=== Section Start ===

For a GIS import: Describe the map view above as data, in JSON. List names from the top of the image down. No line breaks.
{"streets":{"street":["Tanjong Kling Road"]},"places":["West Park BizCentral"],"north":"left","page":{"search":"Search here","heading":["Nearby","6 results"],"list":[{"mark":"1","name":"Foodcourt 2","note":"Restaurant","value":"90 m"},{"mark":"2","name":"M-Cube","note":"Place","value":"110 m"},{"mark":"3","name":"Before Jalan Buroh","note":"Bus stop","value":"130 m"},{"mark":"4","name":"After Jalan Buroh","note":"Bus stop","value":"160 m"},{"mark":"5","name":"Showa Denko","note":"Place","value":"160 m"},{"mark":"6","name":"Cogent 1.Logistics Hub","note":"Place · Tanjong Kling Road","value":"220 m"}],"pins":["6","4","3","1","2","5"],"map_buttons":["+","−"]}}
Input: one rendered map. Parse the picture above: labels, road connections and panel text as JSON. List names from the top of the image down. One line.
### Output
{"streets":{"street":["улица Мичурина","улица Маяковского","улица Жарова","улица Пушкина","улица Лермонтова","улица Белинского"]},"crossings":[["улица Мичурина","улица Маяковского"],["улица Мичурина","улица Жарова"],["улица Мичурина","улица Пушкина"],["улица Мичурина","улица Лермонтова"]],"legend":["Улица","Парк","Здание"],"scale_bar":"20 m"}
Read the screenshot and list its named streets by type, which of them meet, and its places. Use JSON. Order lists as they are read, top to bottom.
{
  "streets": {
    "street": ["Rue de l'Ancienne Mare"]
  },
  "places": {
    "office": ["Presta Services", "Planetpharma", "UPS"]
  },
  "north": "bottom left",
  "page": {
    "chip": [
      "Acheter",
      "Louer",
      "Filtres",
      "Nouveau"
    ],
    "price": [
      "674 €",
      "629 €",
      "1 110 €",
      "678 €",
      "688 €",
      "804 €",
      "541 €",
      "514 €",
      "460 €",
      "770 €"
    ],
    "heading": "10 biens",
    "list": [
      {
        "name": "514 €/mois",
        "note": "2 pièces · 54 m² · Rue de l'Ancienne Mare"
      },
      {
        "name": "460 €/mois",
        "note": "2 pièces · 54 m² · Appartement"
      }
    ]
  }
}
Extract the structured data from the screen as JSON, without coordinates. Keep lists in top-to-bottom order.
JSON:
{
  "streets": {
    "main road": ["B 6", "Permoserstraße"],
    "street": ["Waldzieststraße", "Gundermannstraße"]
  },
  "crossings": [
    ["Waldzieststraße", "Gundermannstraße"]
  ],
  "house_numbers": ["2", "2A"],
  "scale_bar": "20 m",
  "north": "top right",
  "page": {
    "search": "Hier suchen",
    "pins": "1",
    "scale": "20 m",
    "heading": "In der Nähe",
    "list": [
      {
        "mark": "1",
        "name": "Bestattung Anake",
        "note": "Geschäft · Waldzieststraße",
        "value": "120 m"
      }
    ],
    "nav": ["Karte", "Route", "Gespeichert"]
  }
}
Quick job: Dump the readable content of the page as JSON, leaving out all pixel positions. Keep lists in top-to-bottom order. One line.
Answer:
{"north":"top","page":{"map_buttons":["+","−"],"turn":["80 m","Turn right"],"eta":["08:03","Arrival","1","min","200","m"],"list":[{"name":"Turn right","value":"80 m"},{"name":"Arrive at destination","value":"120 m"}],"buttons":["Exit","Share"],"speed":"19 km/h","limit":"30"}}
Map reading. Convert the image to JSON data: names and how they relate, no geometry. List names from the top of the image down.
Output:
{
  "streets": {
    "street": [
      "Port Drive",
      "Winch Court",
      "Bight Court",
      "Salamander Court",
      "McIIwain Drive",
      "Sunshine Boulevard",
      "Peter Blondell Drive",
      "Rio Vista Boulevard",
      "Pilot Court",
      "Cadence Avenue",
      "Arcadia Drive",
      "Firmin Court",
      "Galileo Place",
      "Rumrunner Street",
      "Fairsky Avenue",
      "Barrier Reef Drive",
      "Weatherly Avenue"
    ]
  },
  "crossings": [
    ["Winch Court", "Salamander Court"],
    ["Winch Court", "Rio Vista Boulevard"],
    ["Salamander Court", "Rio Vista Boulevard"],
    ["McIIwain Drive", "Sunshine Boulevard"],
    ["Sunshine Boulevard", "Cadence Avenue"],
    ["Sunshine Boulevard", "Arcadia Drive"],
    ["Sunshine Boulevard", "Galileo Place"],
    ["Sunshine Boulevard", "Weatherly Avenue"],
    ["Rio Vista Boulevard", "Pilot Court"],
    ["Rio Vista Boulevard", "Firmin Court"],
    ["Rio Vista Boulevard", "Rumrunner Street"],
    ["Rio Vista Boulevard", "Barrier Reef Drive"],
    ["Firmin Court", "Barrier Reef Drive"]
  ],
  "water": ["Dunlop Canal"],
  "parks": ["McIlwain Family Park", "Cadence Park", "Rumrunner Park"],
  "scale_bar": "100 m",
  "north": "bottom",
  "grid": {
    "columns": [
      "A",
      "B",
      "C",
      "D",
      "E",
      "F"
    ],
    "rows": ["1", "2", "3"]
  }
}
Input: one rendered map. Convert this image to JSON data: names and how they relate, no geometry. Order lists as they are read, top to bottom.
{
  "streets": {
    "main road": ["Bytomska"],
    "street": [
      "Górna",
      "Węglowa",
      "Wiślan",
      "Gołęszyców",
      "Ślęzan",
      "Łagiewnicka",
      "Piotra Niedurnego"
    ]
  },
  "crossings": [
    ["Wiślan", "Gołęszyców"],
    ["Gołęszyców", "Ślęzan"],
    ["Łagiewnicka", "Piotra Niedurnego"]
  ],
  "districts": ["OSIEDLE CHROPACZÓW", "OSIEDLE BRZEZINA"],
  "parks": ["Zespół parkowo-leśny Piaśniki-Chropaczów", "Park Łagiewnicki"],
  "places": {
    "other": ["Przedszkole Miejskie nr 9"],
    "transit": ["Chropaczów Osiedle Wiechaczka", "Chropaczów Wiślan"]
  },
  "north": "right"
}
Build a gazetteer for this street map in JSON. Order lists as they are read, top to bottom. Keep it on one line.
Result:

=== Section End ===

Exercise requirements
Word for word, print the listing above once more.

Answer to this problem
For a GIS import: Describe the map view above as data, in JSON. List names from the top of the image down. No line breaks.
{"streets":{"street":["Tanjong Kling Road"]},"places":["West Park BizCentral"],"north":"left","page":{"search":"Search here","heading":["Nearby","6 results"],"list":[{"mark":"1","name":"Foodcourt 2","note":"Restaurant","value":"90 m"},{"mark":"2","name":"M-Cube","note":"Place","value":"110 m"},{"mark":"3","name":"Before Jalan Buroh","note":"Bus stop","value":"130 m"},{"mark":"4","name":"After Jalan Buroh","note":"Bus stop","value":"160 m"},{"mark":"5","name":"Showa Denko","note":"Place","value":"160 m"},{"mark":"6","name":"Cogent 1.Logistics Hub","note":"Place · Tanjong Kling Road","value":"220 m"}],"pins":["6","4","3","1","2","5"],"map_buttons":["+","−"]}}
Input: one rendered map. Parse the picture above: labels, road connections and panel text as JSON. List names from the top of the image down. One line.
### Output
{"streets":{"street":["улица Мичурина","улица Маяковского","улица Жарова","улица Пушкина","улица Лермонтова","улица Белинского"]},"crossings":[["улица Мичурина","улица Маяковского"],["улица Мичурина","улица Жарова"],["улица Мичурина","улица Пушкина"],["улица Мичурина","улица Лермонтова"]],"legend":["Улица","Парк","Здание"],"scale_bar":"20 m"}
Read the screenshot and list its named streets by type, which of them meet, and its places. Use JSON. Order lists as they are read, top to bottom.
{
  "streets": {
    "street": ["Rue de l'Ancienne Mare"]
  },
  "places": {
    "office": ["Presta Services", "Planetpharma", "UPS"]
  },
  "north": "bottom left",
  "page": {
    "chip": [
      "Acheter",
      "Louer",
      "Filtres",
      "Nouveau"
    ],
    "price": [
      "674 €",
      "629 €",
      "1 110 €",
      "678 €",
      "688 €",
      "804 €",
      "541 €",
      "514 €",
      "460 €",
      "770 €"
    ],
    "heading": "10 biens",
    "list": [
      {
        "name": "514 €/mois",
        "note": "2 pièces · 54 m² · Rue de l'Ancienne Mare"
      },
      {
        "name": "460 €/mois",
        "note": "2 pièces · 54 m² · Appartement"
      }
    ]
  }
}
Extract the structured data from the screen as JSON, without coordinates. Keep lists in top-to-bottom order.
JSON:
{
  "streets": {
    "main road": ["B 6", "Permoserstraße"],
    "street": ["Waldzieststraße", "Gundermannstraße"]
  },
  "crossings": [
    ["Waldzieststraße", "Gundermannstraße"]
  ],
  "house_numbers": ["2", "2A"],
  "scale_bar": "20 m",
  "north": "top right",
  "page": {
    "search": "Hier suchen",
    "pins": "1",
    "scale": "20 m",
    "heading": "In der Nähe",
    "list": [
      {
        "mark": "1",
        "name": "Bestattung Anake",
        "note": "Geschäft · Waldzieststraße",
        "value": "120 m"
      }
    ],
    "nav": ["Karte", "Route", "Gespeichert"]
  }
}
Quick job: Dump the readable content of the page as JSON, leaving out all pixel positions. Keep lists in top-to-bottom order. One line.
Answer:
{"north":"top","page":{"map_buttons":["+","−"],"turn":["80 m","Turn right"],"eta":["08:03","Arrival","1","min","200","m"],"list":[{"name":"Turn right","value":"80 m"},{"name":"Arrive at destination","value":"120 m"}],"buttons":["Exit","Share"],"speed":"19 km/h","limit":"30"}}
Map reading. Convert the image to JSON data: names and how they relate, no geometry. List names from the top of the image down.
Output:
{
  "streets": {
    "street": [
      "Port Drive",
      "Winch Court",
      "Bight Court",
      "Salamander Court",
      "McIIwain Drive",
      "Sunshine Boulevard",
      "Peter Blondell Drive",
      "Rio Vista Boulevard",
      "Pilot Court",
      "Cadence Avenue",
      "Arcadia Drive",
      "Firmin Court",
      "Galileo Place",
      "Rumrunner Street",
      "Fairsky Avenue",
      "Barrier Reef Drive",
      "Weatherly Avenue"
    ]
  },
  "crossings": [
    ["Winch Court", "Salamander Court"],
    ["Winch Court", "Rio Vista Boulevard"],
    ["Salamander Court", "Rio Vista Boulevard"],
    ["McIIwain Drive", "Sunshine Boulevard"],
    ["Sunshine Boulevard", "Cadence Avenue"],
    ["Sunshine Boulevard", "Arcadia Drive"],
    ["Sunshine Boulevard", "Galileo Place"],
    ["Sunshine Boulevard", "Weatherly Avenue"],
    ["Rio Vista Boulevard", "Pilot Court"],
    ["Rio Vista Boulevard", "Firmin Court"],
    ["Rio Vista Boulevard", "Rumrunner Street"],
    ["Rio Vista Boulevard", "Barrier Reef Drive"],
    ["Firmin Court", "Barrier Reef Drive"]
  ],
  "water": ["Dunlop Canal"],
  "parks": ["McIlwain Family Park", "Cadence Park", "Rumrunner Park"],
  "scale_bar": "100 m",
  "north": "bottom",
  "grid": {
    "columns": [
      "A",
      "B",
      "C",
      "D",
      "E",
      "F"
    ],
    "rows": ["1", "2", "3"]
  }
}
Input: one rendered map. Convert this image to JSON data: names and how they relate, no geometry. Order lists as they are read, top to bottom.
{
  "streets": {
    "main road": ["Bytomska"],
    "street": [
      "Górna",
      "Węglowa",
      "Wiślan",
      "Gołęszyców",
      "Ślęzan",
      "Łagiewnicka",
      "Piotra Niedurnego"
    ]
  },
  "crossings": [
    ["Wiślan", "Gołęszyców"],
    ["Gołęszyców", "Ślęzan"],
    ["Łagiewnicka", "Piotra Niedurnego"]
  ],
  "districts": ["OSIEDLE CHROPACZÓW", "OSIEDLE BRZEZINA"],
  "parks": ["Zespół parkowo-leśny Piaśniki-Chropaczów", "Park Łagiewnicki"],
  "places": {
    "other": ["Przedszkole Miejskie nr 9"],
    "transit": ["Chropaczów Osiedle Wiechaczka", "Chropaczów Wiślan"]
  },
  "north": "right"
}
Build a gazetteer for this street map in JSON. Order lists as they are read, top to bottom. Keep it on one line.
Result:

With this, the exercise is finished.